In this study, the fabrication of fully wearable electrodes using dip-coating technology of conducting polymer PEDOT:PSS on a commercial knitted fabric is reported. Knitted fabrics were chosen as substrates because of their high level of stretchability, allowing a good contact with the skin. Textile fabrics coated with PEDOT:PSS were assembled into textiles structures, such as bras, by sewing with conductive yarn, then textile electrodes were connected to ab ECG measurement device and high-quality ECG signals were successfully recorded. Washability tests of connected underwear were carried out up to 50 washing cycles, and ECG data, recorded from a healthy volunteer, were found to be stable. This experiment paves the way for the fabrication of low cost electrodes for cutaneous electrophysiology. The influence of the encapsulation process on the electrical properties of electronic modules during washing tests is under development in our laboratory [10] and will be investigated and analyzed later on.

2. Materials and Methods

Poly(3,4-ethylenedioxythiophene):poly(styrenesulfonate), also called PEDOT:PSS, type Clevios was purchased from Heraeus Conductive Polymers Division (Hanau, Germany). The conductive thread employed (Shieldtex 234/34-2 ply HCB) is silver-coated polyamide yarn, which is used for signal transmission. The linear resistance is less than 100 Ω/m, which is acceptable for sensing an ECG signal in a low energy consumption system. For the electrical surface resistance measurements, a Keithley 8009 device (Keithley Instruments Sarl, Les Ulis, France) was used. The washing tests were performed according to the standard ISO 6330 [11]. The washing test laboratory machine was a Datacolor AHIBA IR (Paris, France).
For ECG measurements, an ambulatory device “Colson CardiPocket 2” (Cuers, France) was connected to textile-based PEDOT:PSS electrodes in order to determine the quality of the ECG signal.
Three textile electrodes were manufactured by dip-coating. Polyamide, polyester, and cotton knitted fabrics were soaked in a chemically modified PEDOT:PSS solution and then dried at 110 °C for 1 h. The electrodes have a solid circle shape with a diameter of 11 cm. These circular electrodes are cut to small electrodes (15 cm2) for integration into bras for women. The commercially available PEDOT:PSS solution had to be chemically modified in order to make it suitable for each textile fabric for the dip-coating process, particularly to guarantee optimal washing behavior. The nature of the chemical modification cannot be revealed in this article because of confidentiality issues.
After drying, electrodes were rinsed in distillated water to eliminate all remaining particles.

3. Results and Discussion

3.1. PEDOT:PSS Absorption

Textile fabrics exhibit various features depending on the structure and type of fibers. For this reason, three different knitted fabrics were selected to make ECG electrodes. Textiles need to be coated not only on the surface of the knitted structure, but also inside, providing continuous contact between the yarns during its mechanical deformation. The viscoelastic properties of PEDOT:PSS formulation allows a homogeneous coating of flexible knitted textiles, in our case, cotton, polyamide, and polyester. Table 1 shows that the cotton electrode absorbs more PEDOT:PSS than the polyamide or polyester electrodes. This is probably due to different adhesions in the function of the substrate material, particularly for polyester. This will be verified in our future studies.
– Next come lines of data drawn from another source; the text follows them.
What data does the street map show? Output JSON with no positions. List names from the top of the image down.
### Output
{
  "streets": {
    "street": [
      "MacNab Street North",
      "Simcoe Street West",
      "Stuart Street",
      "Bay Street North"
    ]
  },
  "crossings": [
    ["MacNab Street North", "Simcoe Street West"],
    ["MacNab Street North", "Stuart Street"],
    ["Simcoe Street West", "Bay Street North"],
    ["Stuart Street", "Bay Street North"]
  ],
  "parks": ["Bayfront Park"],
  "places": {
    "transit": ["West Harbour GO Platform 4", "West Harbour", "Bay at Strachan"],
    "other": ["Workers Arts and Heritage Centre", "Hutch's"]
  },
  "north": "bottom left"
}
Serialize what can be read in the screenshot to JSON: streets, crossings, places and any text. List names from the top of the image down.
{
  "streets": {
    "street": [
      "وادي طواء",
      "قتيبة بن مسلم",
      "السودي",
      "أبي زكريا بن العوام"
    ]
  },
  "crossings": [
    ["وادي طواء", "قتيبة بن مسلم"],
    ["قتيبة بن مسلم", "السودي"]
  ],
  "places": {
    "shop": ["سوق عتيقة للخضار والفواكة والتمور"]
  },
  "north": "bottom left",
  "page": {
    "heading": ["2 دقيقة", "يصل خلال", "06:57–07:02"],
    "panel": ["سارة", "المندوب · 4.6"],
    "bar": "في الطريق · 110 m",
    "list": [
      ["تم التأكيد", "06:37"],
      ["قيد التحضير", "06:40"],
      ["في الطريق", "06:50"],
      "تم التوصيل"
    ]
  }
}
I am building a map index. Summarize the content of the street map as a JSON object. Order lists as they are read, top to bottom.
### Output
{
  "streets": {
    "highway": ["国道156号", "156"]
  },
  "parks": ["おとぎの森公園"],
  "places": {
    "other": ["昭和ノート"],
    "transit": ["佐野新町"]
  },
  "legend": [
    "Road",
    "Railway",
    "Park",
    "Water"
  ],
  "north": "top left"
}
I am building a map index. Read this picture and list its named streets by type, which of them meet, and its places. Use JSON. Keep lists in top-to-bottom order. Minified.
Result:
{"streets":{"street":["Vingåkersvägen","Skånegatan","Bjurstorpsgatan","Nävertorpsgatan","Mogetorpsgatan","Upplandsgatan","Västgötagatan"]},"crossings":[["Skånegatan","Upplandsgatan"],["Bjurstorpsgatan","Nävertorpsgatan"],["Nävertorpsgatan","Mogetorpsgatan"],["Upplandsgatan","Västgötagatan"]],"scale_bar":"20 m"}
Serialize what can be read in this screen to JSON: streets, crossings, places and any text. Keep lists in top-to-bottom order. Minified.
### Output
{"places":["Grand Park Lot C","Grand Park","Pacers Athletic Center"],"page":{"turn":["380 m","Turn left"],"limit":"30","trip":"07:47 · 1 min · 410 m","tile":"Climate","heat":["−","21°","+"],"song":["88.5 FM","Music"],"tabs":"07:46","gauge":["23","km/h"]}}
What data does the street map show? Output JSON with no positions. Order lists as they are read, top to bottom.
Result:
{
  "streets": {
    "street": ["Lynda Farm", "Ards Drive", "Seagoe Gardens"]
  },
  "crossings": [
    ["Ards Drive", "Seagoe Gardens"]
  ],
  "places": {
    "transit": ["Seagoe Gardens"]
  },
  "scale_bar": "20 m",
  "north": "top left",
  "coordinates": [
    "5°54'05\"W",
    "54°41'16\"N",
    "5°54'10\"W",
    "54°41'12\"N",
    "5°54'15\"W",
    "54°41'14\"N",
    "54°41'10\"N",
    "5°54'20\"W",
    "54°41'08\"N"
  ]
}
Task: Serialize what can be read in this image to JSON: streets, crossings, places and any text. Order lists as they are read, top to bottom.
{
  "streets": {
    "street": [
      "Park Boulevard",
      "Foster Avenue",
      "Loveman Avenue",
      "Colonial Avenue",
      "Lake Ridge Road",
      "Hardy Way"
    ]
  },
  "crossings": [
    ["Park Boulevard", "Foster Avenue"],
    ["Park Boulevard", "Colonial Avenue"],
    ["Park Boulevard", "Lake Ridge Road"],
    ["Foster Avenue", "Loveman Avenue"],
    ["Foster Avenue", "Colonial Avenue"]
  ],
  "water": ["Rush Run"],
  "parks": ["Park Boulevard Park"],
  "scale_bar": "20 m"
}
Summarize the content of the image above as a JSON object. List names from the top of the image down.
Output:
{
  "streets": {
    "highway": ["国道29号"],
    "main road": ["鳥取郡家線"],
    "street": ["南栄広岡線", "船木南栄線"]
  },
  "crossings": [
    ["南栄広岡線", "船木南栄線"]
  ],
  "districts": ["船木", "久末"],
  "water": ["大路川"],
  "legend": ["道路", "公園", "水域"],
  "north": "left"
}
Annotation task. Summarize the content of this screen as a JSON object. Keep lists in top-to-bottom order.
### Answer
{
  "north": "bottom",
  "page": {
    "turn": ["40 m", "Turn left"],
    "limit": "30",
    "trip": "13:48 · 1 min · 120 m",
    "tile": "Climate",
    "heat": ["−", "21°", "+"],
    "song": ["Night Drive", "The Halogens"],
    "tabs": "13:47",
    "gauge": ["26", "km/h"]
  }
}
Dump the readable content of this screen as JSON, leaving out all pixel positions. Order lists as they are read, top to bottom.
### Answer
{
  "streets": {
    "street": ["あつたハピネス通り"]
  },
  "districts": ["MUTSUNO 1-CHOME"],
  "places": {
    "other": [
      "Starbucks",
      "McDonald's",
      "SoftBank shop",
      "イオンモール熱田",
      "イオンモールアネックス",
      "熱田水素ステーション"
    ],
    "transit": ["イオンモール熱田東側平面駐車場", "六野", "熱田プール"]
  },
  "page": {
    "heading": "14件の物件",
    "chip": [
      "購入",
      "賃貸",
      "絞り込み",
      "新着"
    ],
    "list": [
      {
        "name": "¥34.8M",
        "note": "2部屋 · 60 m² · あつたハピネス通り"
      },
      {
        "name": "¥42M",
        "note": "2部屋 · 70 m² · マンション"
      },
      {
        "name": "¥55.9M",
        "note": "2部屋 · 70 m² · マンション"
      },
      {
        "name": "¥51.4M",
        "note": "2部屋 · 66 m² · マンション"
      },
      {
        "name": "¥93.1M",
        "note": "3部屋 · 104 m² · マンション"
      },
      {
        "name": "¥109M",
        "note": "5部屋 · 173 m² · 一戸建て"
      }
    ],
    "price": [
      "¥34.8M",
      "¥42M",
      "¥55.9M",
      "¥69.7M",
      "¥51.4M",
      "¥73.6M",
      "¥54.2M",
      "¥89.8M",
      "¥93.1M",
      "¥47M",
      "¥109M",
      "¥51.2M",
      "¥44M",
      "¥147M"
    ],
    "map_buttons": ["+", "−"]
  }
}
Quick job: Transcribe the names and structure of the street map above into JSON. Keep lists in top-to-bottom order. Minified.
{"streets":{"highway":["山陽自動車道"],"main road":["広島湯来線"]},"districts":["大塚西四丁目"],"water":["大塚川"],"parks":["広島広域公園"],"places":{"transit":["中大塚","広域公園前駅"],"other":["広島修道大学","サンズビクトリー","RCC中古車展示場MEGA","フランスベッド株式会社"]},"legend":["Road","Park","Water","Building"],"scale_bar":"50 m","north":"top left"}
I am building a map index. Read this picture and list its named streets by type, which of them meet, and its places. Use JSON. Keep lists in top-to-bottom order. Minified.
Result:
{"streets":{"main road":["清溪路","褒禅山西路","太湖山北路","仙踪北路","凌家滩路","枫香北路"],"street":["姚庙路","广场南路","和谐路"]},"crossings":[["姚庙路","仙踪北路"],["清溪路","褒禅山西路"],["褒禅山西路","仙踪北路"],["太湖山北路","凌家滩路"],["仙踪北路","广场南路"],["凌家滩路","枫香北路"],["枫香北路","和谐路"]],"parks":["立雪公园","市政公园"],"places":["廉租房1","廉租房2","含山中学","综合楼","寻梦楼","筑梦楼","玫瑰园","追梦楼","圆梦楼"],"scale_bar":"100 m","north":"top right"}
3.2. Electrical Characterization

The experimental characterization was realized according to ASTM D 257-99 [12] and IEC 61340-5-1 Standards [13]. Surface resistivity is defined as the electrical resistance of the surface of the material. It is measured from electrode to electrode along the surface of the sample. Surface resistivity measurement is carried out by a KEITHLEY 8009 resistivity test fixture (Figure 1). The sample was placed between two concentric ring electrodes. Its resistance was measured by sourcing a known voltage, and measuring the resulting current using Ohm’s Law. From the resistance measurement, the resistivity was determined based on the physical dimensions of the test sample (Equation (1)). A lower value of surface resistivity allows a good acquisition of the ECG signal, even if it is not directly related to the contact impedance between the electrode and the skin.
ρ s = 53.4 V I
where ρ s is the surface resistivity of the sample, V is the applied voltage from the electrometer, and I is the current reading from the electrometer.
Table 2 shows that the average surface resistivity of the cotton electrode (21.02 kΩ) is lower than that of the other electrodes. The difference in electrical conductivity between these electrodes seems to result from the PEDOT:PSS coating. As more PEDOT:PSS was absorbed by cotton, the cotton electrode consequently has the best electrical properties, followed by the polyamide and finally the polyester electrodes. To improve the absorption of PEDOT:PSS by hydrophobic substrates, the fabric surface could be treated by atmospheric plasma. In our case, there was not any surface preparation.
The washability issue is always an obstacle in terms of application, reducing the reliability of wearable electrodes, and therefore making them not ready for the market and use in real life. Due to the capillary effect, textile substrates absorb water and the mechanical stresses provoked by the washing process may destroy the electrical contacts between the conductive threads. As a result, the electrical resistance becomes uncontrollable after several washing cycles and the wearable electrodes become unstable and, in some cases, stop functioning.
To evaluate the electrical performance of our textile electrodes in a wearable configuration for long-term monitoring, 50 washing cycles at 40 °C for 30 min were realized according to ISO 6330 [11]. The washing standards offer a variety of water temperature levels for different applications, ranging from 30 to 92 °C. In this study, the rotation speed is 30 rpm. Surface resistivity is measured after every washing cycle. Then ratio Ri/R0 is calculated, where R0 is the surface resistance before washing and Ri is the surface resistance after the i-th washing cycle.
Figure 2 shows the evolution of surface resistance values of textile electrodes during washing tests. For cotton- and polyamide-based electrodes, the resistance increases linearly with the number of washing cycle. After the 50th washing cycle, this increase for cotton electrodes (4.9 times) is slower than that for polyamide (9.2 times) or polyester ones (59 times). This result can be explained by the fact that polyester does not absorb PEDOT:PSS as well as cotton or polyamide. Otherwise, we can assume that polyester will exhibit the same linear behavior but with a different slope. At the same time, we can also assume the remaining quantity of PEDOT:PSS after 40 cycles leads to improper conduction, hence a sudden Ri measurement increase, which indicates that PEDOT:PSS is evenly covered on the surface and consumed faster during washing cycles for polyester than for cotton or polyamide because of the poor adhesion of PEDOT:PSS to polyester. It should be mentioned that this failure of the coating derives from the mechanical movement (bending, friction, etc.) during the washing.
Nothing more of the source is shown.